If I stop in only means that I have been ka-bonked on the head by one of these hefty raindrops. I should go inside to find my hardhat but I choose to toss caution to the morning wind like those base jumpers. We all have to push the envelope every now and then, besides a headline in the Knoxville News Sentinel that read Local naturalist KO'd by falling acorn might be amusing to some. 

This is going to be a good fall to be a squirrel. Bellies will be fat. Larders stuffed. Globular treasures hidden.

What did Dylan sing? "It's a hard, it's a hard, it's a hard mast's a-gonna fall."

Indeed. Like the Australian lungfish (Neoceratodus forsteri) Fortey writes about, this advanced boney head, squashy bodied animal has somehow survived another morning. 

I made it to the end of this post with my noggin intact.

Friday, September 19, 2014

yellow fuzzy

Looking at this fuzzy thing, you'd never suspect it would grow up to be called a dagger moth, so called because the adult moths have markings on their wings that look like tiny stilettos.

The caterpillars look more like one of those plush stuffed animals you win at the county fair ring-toss game, or try to win to impress a girl. (Yes, I've done it and never won or impressed.)

There are well over 100 species worldwide in this group. This fuzzy-wuzzy will spin a cocoon and emerge next spring as an American dagger moth, Acronicta americana.

- Photo taken at Ijams Nature Center

Tuesday, September 16, 2014

little shadow

What is life?

It is the flash of a firefly in the night,

It is the breath of a buffalo in the winter time.

It is the little shadow which runs across the grass

and loses itself in the sunset.

- Crowfoot, or Issapóómahksika, Native American, 
chief of the Siksika Nation

Thursday, September 11, 2014

bath time for screech

Truly, no one likes to be photographed as soon as they step out of the shower. Uncurried. Unfluffed. Unpreened.

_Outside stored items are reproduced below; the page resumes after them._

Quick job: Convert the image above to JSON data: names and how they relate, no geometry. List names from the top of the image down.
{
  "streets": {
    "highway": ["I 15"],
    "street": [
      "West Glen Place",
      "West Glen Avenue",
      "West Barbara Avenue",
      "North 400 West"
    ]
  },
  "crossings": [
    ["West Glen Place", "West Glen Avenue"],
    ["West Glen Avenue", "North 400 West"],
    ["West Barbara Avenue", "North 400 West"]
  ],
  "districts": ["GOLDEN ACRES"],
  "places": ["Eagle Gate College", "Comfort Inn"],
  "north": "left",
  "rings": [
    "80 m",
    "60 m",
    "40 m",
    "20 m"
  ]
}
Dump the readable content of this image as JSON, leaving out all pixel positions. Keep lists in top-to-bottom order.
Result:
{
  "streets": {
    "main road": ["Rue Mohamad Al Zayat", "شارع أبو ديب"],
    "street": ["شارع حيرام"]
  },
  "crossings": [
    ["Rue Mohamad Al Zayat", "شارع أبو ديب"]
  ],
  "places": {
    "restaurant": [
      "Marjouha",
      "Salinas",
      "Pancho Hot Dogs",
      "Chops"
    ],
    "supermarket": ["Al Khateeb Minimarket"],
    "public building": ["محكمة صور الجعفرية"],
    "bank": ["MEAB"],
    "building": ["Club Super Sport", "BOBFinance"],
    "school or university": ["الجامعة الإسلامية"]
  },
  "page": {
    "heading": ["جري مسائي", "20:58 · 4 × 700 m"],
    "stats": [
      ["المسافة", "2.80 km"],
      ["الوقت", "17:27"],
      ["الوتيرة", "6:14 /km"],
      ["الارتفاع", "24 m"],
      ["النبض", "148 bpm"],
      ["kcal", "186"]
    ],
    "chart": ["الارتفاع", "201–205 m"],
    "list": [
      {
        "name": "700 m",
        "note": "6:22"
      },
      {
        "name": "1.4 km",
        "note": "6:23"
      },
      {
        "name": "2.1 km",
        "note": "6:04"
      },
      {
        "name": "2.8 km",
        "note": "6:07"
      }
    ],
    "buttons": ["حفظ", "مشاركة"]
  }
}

The education birds at Ijams have places to perch to avoid getting wet when it rains but they often prefer to enjoy a refreshing shower. 

Also, the little red phase eastern screech-owl at the nature center has been a bit sickly, we've been giving her oral antibiotics for a few weeks, so she wasn't at her best.

She's improving. Thank you for asking. 

So, why did I whip out my cell phone and snap her photo? I couldn't help myself. She was so adorable like one of Jim Henson's creations.  

Monday, September 8, 2014

but one tree

If you could have but one tree in your yard near your home, but one tree to look at through the window when you were ill, but one tree to sit beside when your life is grand or not so, what would that one tree be?

Speak now. What would your tree be?

For me, it would be a Southern magnolia, green and beautiful 365 days, season to season to season. Voluptuous fecund blossoms in the spring. Crimson seeds in the fall. And at this of the year, the leaves develop the most lovely cinnamon-colored patina.

Goodness. But one tree.

Tuesday, September 2, 2014

Next Tuesday was today

OK. I read this last Tuesday on the NPR website: Has Next Tuesday Already Happened?

And wondered, is my life that predetermined? Birth, death and all the points in between. So I decided to mix things up and do something totally unexpected, unplanned, unscripted, unorganized, un-me. I was searching for spontaneity. Lightning in a bottle, once-in-a-lifetime-kind-of-things like a spectacular sunset or a regal mating in the woods, rare moments in nature, recherché and exquisite

But now I have to ask, Is this what I was predetermined to do all along on September 2, 2014?

Thursday, August 28, 2014

grin and tonic

The ALS Ice Bucket Challenge hit home this week, 
except with a twist of lime and Tanqueray, a jaunty blend 
of grain, juniper, coriander, angelica root and liquorice;
and then there's the tonic, H2O with a splash of quinine, 
to ward off malaria.
After all, no one said you have to use water.